# [Task requirements]
Within the records below, how many lines hold the string "body"? State that number and nothing else.

Records contained in a dataset
==================================================
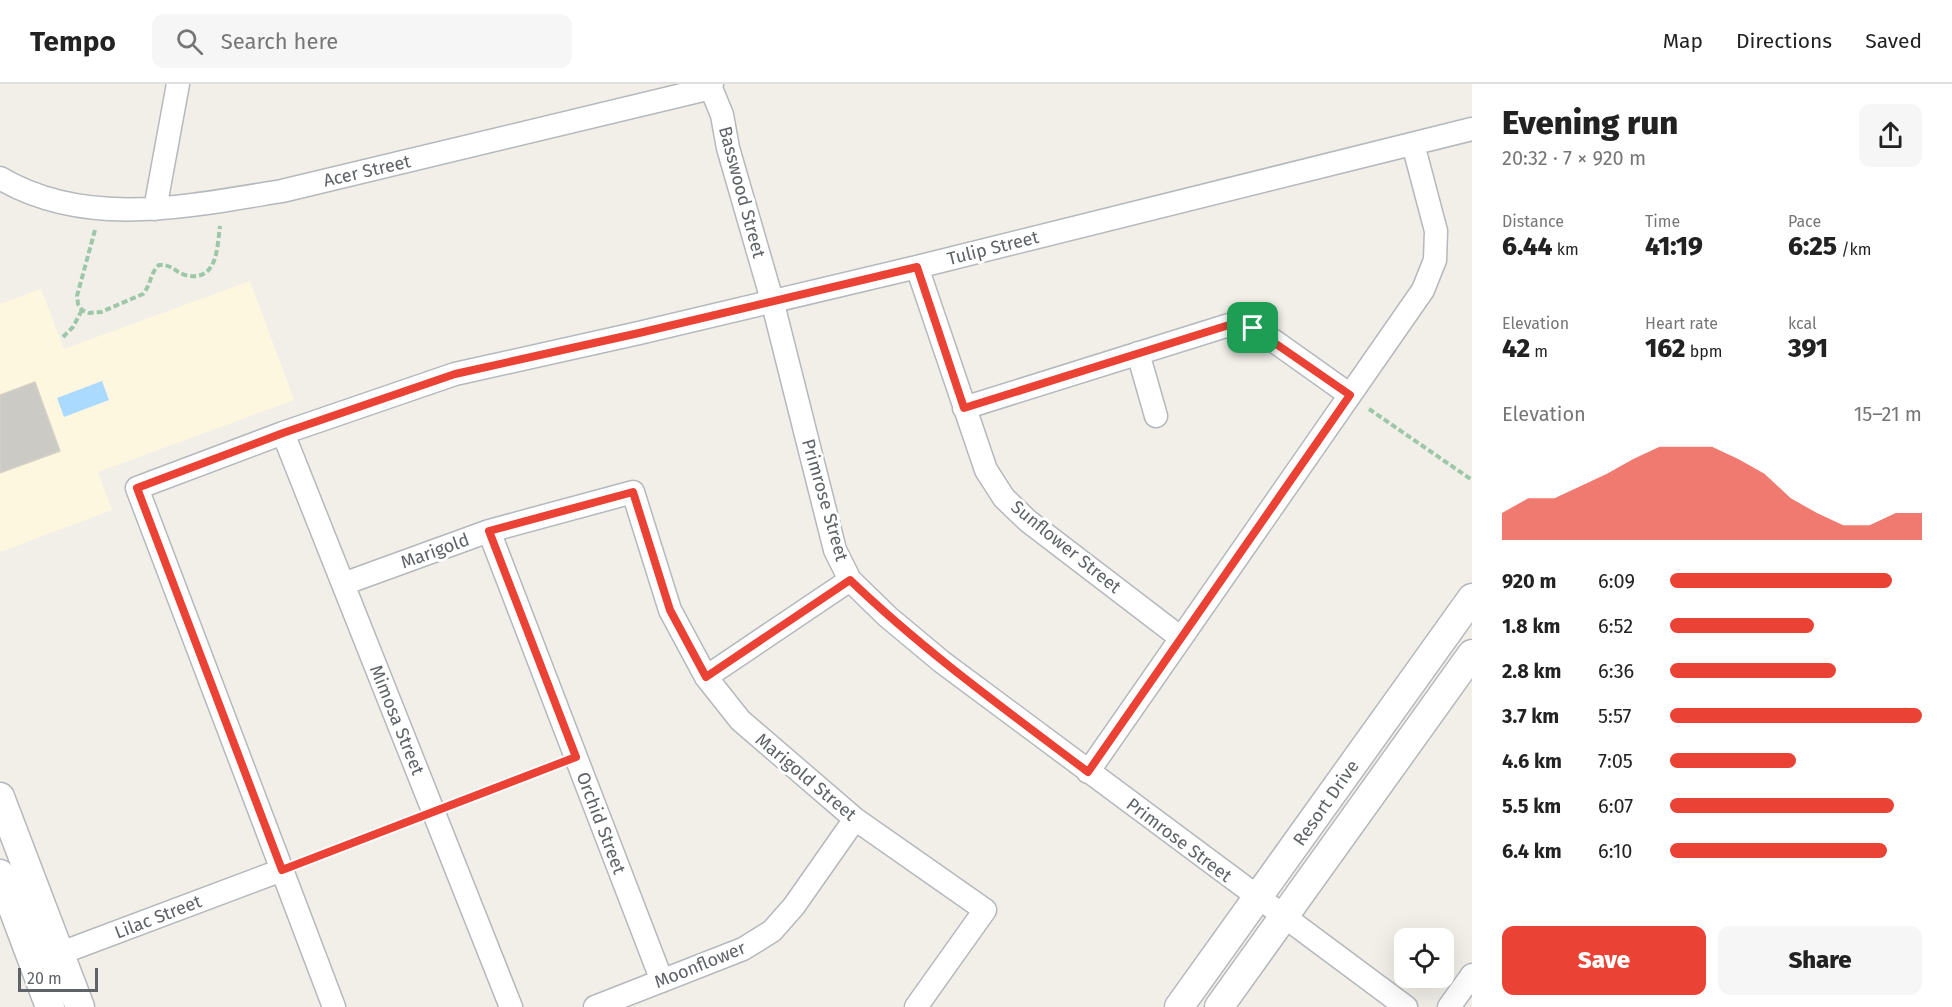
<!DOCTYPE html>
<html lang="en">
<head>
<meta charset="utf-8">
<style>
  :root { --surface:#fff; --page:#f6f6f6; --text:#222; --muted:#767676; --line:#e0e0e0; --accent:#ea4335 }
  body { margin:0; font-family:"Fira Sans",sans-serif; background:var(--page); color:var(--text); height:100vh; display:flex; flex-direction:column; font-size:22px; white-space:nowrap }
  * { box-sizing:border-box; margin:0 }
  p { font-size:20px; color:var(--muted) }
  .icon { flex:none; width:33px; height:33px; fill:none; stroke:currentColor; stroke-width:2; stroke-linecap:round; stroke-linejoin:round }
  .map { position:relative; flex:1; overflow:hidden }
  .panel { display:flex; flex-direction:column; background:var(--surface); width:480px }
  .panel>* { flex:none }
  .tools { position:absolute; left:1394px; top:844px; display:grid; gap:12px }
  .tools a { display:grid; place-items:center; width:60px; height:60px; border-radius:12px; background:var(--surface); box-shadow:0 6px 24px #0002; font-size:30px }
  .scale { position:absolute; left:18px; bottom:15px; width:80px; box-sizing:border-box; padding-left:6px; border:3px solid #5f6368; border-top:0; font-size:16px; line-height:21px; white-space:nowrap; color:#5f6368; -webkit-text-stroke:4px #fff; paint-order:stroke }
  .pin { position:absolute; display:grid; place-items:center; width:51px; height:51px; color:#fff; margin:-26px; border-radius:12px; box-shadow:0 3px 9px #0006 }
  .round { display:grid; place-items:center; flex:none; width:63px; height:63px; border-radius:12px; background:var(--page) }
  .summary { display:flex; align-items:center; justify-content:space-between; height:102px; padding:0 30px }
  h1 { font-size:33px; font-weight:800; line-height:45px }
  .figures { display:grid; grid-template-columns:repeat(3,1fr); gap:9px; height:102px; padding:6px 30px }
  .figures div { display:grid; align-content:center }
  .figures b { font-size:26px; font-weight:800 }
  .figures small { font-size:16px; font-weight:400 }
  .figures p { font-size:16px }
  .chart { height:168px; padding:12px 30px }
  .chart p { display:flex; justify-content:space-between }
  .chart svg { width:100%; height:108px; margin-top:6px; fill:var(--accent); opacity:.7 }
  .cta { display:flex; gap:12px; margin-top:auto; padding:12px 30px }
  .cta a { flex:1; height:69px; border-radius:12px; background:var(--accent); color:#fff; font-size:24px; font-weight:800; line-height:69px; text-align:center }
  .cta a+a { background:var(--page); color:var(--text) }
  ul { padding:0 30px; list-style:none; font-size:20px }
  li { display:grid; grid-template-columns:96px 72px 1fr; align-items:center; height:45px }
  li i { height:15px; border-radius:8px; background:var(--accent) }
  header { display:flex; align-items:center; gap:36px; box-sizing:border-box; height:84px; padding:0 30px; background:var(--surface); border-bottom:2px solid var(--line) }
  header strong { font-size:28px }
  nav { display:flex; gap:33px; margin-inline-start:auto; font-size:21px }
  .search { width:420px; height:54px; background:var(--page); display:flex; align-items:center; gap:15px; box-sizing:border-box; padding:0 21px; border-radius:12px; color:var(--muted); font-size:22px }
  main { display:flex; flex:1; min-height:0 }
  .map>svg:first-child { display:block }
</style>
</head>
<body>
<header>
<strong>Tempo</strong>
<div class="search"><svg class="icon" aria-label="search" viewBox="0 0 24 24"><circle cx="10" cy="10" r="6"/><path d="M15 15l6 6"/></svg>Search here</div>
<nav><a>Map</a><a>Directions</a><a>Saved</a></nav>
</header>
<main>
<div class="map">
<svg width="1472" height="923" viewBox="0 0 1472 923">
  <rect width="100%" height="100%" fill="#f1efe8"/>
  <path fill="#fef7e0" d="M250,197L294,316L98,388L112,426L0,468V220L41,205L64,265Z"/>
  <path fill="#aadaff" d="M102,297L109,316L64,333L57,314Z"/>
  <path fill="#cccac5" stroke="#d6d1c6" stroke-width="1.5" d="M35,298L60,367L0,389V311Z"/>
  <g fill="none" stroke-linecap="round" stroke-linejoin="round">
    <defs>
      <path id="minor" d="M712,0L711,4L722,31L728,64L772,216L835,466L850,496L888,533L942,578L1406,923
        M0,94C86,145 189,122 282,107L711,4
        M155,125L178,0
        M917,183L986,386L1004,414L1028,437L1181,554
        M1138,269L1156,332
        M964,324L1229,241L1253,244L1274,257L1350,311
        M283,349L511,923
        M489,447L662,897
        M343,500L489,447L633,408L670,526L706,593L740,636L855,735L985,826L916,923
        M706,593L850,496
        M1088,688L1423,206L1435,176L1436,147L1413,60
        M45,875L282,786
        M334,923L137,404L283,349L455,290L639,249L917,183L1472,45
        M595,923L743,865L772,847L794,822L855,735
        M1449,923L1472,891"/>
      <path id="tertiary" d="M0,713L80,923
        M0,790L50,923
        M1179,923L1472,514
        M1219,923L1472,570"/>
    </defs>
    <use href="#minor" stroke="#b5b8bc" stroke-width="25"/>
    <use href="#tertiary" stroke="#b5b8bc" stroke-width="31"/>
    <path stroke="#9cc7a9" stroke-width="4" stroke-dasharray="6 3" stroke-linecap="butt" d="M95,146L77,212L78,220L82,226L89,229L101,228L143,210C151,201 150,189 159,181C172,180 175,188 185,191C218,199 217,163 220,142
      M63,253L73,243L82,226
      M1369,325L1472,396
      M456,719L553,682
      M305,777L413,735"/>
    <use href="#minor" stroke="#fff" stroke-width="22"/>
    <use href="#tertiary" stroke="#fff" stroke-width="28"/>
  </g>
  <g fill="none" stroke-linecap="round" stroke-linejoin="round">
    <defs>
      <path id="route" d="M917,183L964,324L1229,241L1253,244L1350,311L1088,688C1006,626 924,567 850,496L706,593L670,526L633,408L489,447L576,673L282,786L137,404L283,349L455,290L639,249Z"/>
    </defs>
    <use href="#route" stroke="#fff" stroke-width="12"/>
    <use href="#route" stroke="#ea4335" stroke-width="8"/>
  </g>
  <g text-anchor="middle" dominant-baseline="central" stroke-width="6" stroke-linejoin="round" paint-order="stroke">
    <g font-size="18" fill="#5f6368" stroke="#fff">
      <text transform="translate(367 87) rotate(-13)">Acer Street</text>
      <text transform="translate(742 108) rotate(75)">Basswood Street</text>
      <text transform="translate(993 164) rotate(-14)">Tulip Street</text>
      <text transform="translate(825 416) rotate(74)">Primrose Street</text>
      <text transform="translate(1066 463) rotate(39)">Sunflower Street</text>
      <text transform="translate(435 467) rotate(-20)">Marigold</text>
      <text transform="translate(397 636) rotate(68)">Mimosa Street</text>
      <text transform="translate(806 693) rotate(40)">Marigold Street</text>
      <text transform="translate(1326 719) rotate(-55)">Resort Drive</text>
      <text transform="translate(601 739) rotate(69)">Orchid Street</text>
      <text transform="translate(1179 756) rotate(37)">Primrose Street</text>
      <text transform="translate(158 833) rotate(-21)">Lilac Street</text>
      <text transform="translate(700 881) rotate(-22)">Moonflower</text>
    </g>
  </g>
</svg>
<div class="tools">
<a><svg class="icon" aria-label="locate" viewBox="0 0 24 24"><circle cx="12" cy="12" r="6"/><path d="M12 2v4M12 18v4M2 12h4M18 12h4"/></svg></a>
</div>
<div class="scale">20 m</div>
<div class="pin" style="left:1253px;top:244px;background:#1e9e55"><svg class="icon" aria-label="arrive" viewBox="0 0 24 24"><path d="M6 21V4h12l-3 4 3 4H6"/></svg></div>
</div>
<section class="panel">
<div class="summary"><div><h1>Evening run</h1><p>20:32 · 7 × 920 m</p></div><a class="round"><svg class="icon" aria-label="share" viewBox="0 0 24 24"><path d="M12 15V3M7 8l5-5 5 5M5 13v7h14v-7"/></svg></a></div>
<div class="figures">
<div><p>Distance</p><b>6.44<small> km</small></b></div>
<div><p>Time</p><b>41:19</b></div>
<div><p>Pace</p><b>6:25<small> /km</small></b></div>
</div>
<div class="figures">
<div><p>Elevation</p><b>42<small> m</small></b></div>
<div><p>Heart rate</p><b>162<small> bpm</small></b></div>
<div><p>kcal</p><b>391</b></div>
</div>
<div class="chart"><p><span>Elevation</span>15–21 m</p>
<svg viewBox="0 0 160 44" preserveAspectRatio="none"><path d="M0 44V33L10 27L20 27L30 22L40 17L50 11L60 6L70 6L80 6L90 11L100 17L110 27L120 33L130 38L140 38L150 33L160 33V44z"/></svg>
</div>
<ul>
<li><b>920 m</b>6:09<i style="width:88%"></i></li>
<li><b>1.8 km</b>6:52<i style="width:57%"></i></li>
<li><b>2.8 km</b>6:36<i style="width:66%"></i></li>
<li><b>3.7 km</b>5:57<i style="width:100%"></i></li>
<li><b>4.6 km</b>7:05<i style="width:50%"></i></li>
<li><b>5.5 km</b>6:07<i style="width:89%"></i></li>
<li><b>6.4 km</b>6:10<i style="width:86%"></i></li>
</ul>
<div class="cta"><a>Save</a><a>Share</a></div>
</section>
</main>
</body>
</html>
==================================================
# [Task solution]
3